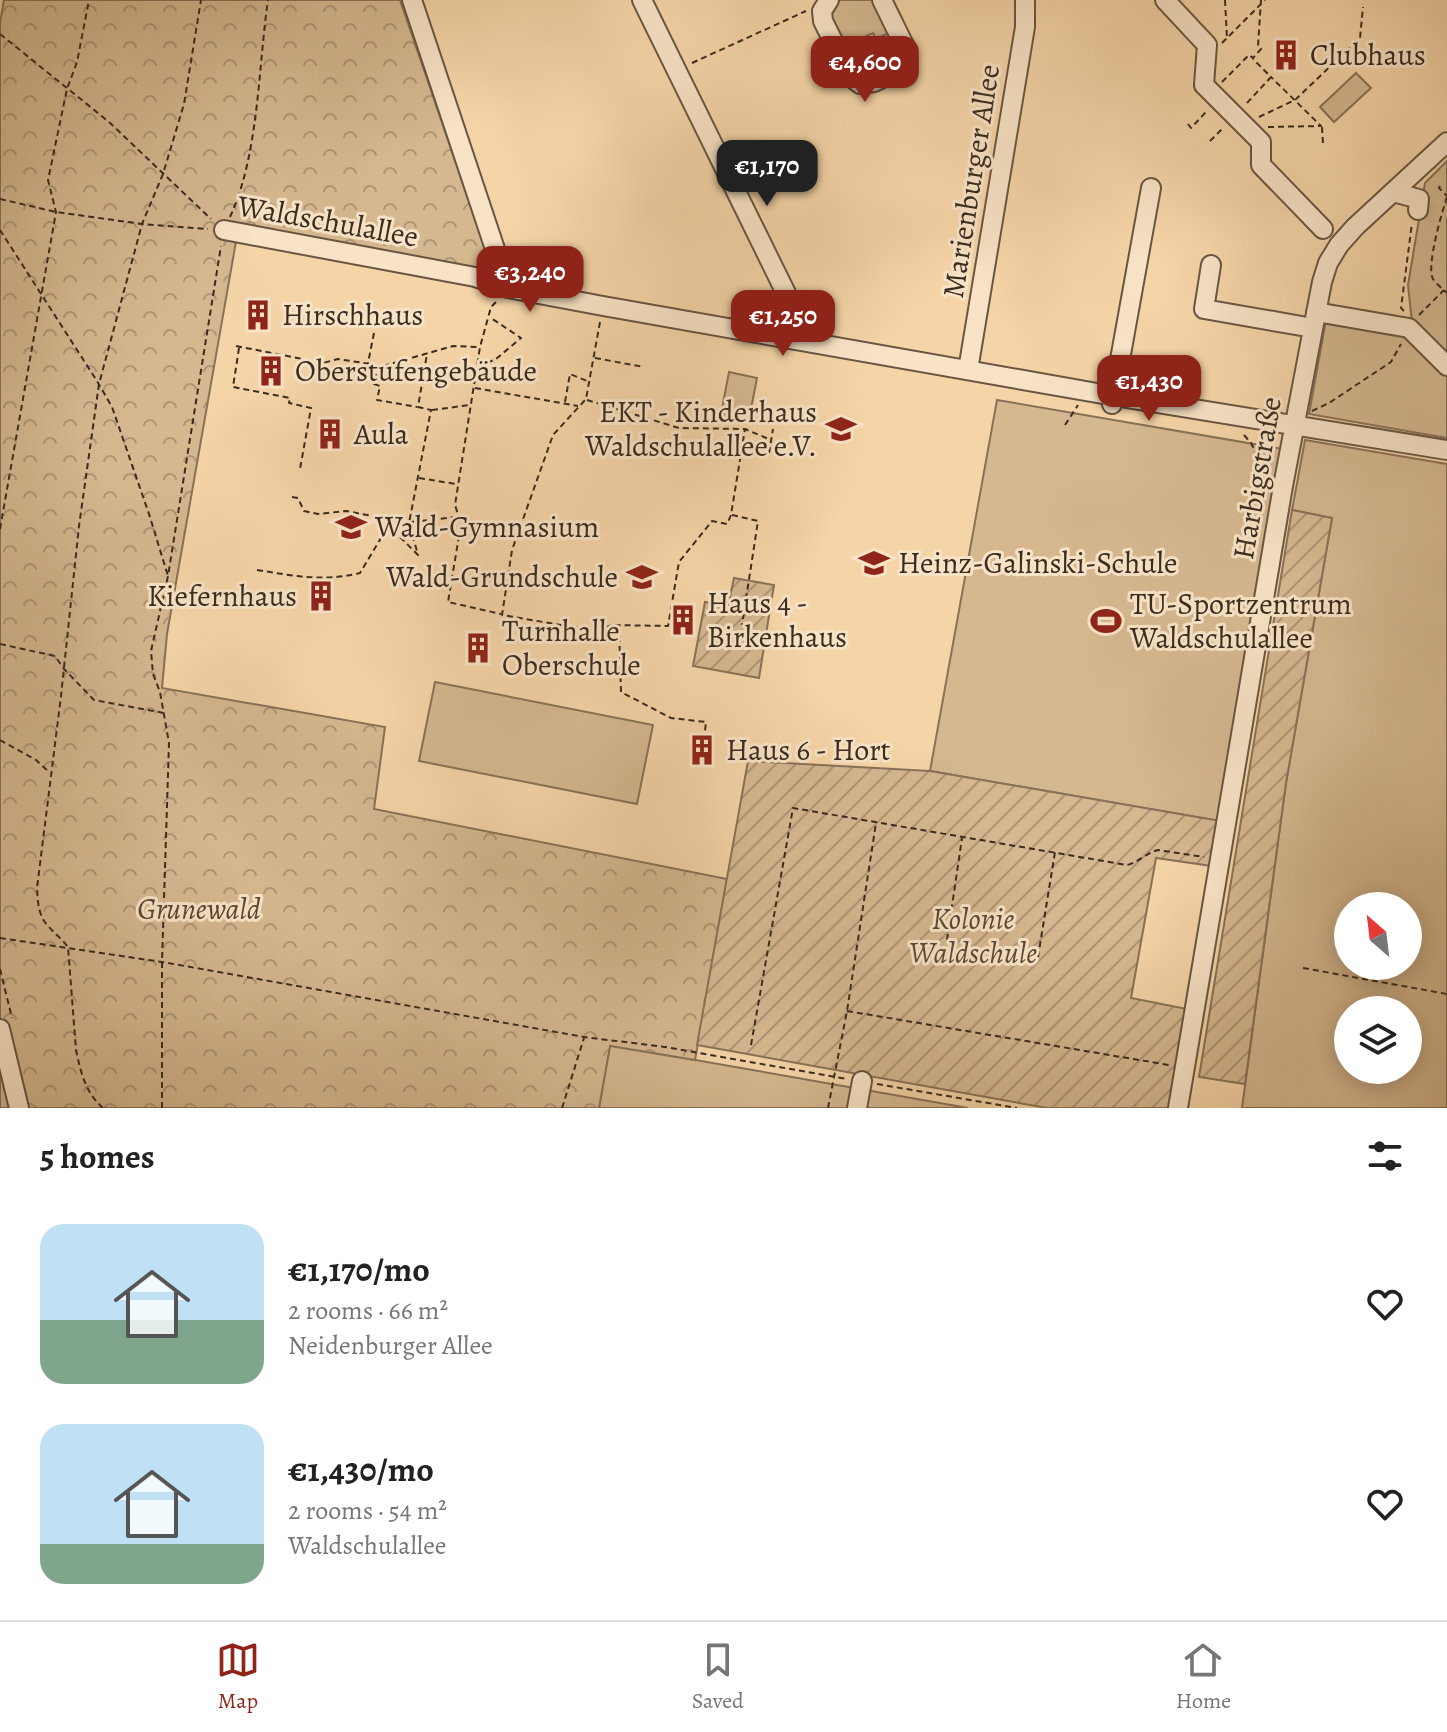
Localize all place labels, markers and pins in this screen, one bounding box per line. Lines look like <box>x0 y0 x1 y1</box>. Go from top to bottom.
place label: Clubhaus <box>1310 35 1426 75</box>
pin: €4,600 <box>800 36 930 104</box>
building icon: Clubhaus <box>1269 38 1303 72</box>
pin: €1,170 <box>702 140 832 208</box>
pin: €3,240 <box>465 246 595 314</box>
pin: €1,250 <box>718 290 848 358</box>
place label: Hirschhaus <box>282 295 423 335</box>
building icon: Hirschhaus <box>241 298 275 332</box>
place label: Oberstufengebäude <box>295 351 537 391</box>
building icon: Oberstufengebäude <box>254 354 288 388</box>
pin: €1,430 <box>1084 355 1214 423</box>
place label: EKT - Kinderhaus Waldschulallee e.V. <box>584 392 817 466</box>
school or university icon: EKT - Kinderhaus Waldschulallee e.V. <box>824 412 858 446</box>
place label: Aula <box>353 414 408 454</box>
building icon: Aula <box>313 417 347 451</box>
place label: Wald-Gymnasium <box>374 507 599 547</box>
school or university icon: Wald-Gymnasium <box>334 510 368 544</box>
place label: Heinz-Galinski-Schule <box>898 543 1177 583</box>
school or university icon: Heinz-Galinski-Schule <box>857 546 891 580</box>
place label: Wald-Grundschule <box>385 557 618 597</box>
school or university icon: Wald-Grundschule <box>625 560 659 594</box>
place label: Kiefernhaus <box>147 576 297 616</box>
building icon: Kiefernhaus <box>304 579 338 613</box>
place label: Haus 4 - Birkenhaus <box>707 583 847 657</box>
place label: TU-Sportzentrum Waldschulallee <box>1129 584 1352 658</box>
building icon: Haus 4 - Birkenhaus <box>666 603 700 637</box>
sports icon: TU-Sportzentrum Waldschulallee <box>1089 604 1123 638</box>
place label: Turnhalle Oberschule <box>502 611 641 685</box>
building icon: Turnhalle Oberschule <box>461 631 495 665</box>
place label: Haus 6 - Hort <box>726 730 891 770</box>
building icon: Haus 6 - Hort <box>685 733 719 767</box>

▶ **Instructions for the task**: When you repeat the material, keep every word exact and drop the pictures.

▶ **Answer space**:
Localize all place labels, markers and pins in this screen, one bounding box per line. Lines look like <box>x0 y0 x1 y1</box>. Go from top to bottom.
place label: Clubhaus <box>1310 35 1426 75</box>
pin: €4,600 <box>800 36 930 104</box>
building icon: Clubhaus <box>1269 38 1303 72</box>
pin: €1,170 <box>702 140 832 208</box>
pin: €3,240 <box>465 246 595 314</box>
pin: €1,250 <box>718 290 848 358</box>
place label: Hirschhaus <box>282 295 423 335</box>
building icon: Hirschhaus <box>241 298 275 332</box>
place label: Oberstufengebäude <box>295 351 537 391</box>
building icon: Oberstufengebäude <box>254 354 288 388</box>
pin: €1,430 <box>1084 355 1214 423</box>
place label: EKT - Kinderhaus Waldschulallee e.V. <box>584 392 817 466</box>
school or university icon: EKT - Kinderhaus Waldschulallee e.V. <box>824 412 858 446</box>
place label: Aula <box>353 414 408 454</box>
building icon: Aula <box>313 417 347 451</box>
place label: Wald-Gymnasium <box>374 507 599 547</box>
school or university icon: Wald-Gymnasium <box>334 510 368 544</box>
place label: Heinz-Galinski-Schule <box>898 543 1177 583</box>
school or university icon: Heinz-Galinski-Schule <box>857 546 891 580</box>
place label: Wald-Grundschule <box>385 557 618 597</box>
school or university icon: Wald-Grundschule <box>625 560 659 594</box>
place label: Kiefernhaus <box>147 576 297 616</box>
building icon: Kiefernhaus <box>304 579 338 613</box>
place label: Haus 4 - Birkenhaus <box>707 583 847 657</box>
place label: TU-Sportzentrum Waldschulallee <box>1129 584 1352 658</box>
building icon: Haus 4 - Birkenhaus <box>666 603 700 637</box>
sports icon: TU-Sportzentrum Waldschulallee <box>1089 604 1123 638</box>
place label: Turnhalle Oberschule <box>502 611 641 685</box>
building icon: Turnhalle Oberschule <box>461 631 495 665</box>
place label: Haus 6 - Hort <box>726 730 891 770</box>
building icon: Haus 6 - Hort <box>685 733 719 767</box>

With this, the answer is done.